■ **Required action**
Using the data beneath this instruction, retype only the lines from the one that contains "position:relative; flex:1; overflow:hidden" down to the one that contains "display:grid; place-items:center; width:55px;", both included, exactly as they appear.

Collection entries
•••••

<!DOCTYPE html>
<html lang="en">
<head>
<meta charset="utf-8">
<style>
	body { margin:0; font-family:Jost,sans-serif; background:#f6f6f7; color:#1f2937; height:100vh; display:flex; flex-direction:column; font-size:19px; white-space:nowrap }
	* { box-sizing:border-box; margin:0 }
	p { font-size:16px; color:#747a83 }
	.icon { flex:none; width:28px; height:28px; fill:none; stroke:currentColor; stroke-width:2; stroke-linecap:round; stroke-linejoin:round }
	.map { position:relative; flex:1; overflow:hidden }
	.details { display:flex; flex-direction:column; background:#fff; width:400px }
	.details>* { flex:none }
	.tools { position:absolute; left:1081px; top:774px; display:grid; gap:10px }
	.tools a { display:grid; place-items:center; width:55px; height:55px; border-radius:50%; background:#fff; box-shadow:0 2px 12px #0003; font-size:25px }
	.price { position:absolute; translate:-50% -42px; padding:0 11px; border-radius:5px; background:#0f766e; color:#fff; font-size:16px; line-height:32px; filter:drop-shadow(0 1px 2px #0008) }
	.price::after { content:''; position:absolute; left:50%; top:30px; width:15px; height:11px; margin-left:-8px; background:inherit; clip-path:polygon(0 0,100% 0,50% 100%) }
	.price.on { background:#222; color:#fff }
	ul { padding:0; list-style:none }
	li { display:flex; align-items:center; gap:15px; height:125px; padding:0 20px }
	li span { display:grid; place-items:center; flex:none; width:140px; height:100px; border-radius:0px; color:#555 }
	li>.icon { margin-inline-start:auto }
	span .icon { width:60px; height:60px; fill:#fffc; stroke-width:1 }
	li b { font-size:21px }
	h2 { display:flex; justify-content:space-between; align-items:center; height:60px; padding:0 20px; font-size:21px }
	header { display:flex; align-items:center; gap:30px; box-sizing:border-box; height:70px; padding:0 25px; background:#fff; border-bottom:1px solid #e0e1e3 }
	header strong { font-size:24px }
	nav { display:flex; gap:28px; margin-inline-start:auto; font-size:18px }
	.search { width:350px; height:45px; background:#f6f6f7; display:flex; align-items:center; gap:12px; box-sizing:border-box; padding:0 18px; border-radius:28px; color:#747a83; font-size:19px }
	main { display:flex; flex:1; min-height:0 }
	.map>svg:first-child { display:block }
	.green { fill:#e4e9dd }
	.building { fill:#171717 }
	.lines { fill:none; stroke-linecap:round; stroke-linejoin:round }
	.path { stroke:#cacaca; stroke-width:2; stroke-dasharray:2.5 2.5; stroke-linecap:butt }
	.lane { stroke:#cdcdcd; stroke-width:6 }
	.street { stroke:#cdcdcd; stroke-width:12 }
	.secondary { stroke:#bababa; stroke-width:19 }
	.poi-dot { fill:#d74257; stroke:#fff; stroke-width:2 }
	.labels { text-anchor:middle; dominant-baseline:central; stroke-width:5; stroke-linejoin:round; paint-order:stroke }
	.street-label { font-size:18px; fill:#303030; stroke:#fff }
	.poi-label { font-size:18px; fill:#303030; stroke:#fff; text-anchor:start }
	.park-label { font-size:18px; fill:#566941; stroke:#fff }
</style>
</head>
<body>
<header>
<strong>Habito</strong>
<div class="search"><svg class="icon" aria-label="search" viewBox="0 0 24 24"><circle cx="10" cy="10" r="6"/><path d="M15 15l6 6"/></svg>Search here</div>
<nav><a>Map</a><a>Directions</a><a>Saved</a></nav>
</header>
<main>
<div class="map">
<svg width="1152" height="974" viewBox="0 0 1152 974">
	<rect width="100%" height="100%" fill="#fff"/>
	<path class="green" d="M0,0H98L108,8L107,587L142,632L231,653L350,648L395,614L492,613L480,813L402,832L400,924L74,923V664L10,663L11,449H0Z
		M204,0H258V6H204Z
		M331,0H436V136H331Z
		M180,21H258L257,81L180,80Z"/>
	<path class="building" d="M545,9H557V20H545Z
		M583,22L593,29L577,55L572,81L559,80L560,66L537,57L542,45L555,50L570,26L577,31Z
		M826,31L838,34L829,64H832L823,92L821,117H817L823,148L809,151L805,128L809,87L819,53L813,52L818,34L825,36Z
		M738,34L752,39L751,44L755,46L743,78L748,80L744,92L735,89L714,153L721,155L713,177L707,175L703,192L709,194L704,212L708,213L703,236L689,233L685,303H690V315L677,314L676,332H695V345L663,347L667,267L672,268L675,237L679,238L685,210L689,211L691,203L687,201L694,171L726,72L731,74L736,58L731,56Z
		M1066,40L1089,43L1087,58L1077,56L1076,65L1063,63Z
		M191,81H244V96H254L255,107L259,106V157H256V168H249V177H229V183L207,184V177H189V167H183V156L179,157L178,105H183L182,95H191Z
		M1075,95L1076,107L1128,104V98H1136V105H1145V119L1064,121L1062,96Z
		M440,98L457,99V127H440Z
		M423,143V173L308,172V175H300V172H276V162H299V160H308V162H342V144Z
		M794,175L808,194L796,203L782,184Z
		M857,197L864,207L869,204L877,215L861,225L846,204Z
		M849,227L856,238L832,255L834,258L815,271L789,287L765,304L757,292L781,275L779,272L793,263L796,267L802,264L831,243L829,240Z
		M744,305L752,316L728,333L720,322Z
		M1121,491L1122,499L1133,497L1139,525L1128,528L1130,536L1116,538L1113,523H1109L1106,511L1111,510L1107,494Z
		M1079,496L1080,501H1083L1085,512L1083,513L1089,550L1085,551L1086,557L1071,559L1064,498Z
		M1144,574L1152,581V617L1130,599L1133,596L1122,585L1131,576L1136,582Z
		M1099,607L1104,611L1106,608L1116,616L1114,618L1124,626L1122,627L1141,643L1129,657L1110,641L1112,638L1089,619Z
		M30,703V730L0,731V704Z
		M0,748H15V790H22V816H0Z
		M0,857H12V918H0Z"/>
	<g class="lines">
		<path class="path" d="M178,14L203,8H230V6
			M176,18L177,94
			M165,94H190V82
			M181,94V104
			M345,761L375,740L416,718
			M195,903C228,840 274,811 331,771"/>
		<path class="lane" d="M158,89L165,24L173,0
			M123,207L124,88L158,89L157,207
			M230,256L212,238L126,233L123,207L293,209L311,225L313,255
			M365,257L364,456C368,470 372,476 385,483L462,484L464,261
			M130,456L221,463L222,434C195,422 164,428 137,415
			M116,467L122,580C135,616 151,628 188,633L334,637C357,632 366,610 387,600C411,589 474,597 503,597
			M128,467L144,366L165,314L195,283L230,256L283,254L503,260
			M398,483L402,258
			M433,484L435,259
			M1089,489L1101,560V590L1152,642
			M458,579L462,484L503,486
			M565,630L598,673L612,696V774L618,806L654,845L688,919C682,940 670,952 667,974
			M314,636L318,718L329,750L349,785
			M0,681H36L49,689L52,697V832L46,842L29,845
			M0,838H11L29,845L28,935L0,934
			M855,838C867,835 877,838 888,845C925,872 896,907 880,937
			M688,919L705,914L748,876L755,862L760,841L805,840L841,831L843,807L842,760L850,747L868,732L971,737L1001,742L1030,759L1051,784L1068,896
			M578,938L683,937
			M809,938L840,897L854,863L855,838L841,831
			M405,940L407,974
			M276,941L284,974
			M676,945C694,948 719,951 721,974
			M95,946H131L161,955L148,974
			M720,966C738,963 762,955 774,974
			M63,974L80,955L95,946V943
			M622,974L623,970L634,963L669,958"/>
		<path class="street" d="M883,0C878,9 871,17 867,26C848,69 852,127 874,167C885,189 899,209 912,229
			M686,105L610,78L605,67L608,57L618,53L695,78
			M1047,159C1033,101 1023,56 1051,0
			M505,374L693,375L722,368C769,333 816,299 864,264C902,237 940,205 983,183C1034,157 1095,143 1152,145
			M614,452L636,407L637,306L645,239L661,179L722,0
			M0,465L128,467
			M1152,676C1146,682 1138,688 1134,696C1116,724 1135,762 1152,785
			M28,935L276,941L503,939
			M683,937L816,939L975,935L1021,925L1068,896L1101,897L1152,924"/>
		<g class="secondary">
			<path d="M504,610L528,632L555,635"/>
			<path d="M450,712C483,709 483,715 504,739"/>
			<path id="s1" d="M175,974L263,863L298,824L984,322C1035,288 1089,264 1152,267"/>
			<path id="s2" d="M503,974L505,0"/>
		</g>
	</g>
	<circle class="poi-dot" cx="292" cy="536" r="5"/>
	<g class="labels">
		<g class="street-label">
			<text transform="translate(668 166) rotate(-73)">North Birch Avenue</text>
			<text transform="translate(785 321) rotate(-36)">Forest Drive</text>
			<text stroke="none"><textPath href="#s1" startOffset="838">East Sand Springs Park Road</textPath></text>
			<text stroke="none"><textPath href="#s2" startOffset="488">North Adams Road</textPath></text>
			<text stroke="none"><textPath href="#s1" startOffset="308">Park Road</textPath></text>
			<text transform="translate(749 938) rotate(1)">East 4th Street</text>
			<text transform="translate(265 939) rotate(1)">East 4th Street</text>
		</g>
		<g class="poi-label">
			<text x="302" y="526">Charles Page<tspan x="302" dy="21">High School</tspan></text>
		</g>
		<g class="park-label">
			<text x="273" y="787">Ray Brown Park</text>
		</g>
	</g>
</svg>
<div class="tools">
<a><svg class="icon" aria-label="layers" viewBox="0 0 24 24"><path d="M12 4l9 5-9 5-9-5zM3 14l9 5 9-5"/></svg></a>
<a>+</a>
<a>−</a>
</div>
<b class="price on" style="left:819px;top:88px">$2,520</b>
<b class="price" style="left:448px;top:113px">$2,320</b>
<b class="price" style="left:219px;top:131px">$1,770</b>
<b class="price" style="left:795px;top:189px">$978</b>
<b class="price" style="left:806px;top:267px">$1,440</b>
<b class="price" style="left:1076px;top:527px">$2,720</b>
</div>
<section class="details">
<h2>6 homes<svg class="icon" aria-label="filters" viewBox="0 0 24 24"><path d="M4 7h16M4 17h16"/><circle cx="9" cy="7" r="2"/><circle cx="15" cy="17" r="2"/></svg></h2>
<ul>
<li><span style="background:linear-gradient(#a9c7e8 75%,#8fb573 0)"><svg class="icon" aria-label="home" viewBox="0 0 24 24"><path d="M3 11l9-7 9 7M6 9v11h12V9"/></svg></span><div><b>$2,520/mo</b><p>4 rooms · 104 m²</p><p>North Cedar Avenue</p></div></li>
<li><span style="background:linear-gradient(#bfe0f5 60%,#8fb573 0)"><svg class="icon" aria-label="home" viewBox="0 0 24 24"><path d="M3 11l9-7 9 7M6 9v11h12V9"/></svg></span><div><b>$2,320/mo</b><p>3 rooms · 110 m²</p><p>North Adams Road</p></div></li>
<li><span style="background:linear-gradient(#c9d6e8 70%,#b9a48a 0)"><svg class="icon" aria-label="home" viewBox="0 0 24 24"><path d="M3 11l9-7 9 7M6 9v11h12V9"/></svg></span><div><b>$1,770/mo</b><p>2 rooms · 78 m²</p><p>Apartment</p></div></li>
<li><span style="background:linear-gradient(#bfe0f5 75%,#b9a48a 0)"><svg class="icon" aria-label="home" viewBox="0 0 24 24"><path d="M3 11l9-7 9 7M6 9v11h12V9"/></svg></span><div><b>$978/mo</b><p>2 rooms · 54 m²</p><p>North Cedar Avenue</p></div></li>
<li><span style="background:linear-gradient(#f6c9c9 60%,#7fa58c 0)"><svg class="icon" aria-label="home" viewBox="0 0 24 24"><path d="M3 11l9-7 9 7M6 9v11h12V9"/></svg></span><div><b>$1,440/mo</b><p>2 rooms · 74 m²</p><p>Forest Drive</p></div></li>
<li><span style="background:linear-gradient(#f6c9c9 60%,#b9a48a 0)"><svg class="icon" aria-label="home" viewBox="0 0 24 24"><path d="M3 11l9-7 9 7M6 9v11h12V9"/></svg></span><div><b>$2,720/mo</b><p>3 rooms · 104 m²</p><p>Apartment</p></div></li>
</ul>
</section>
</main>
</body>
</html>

•••••

■ **Response below**
	.map { position:relative; flex:1; overflow:hidden }
	.details { display:flex; flex-direction:column; background:#fff; width:400px }
	.details>* { flex:none }
	.tools { position:absolute; left:1081px; top:774px; display:grid; gap:10px }
	.tools a { display:grid; place-items:center; width:55px; height:55px; border-radius:50%; background:#fff; box-shadow:0 2px 12px #0003; font-size:25px }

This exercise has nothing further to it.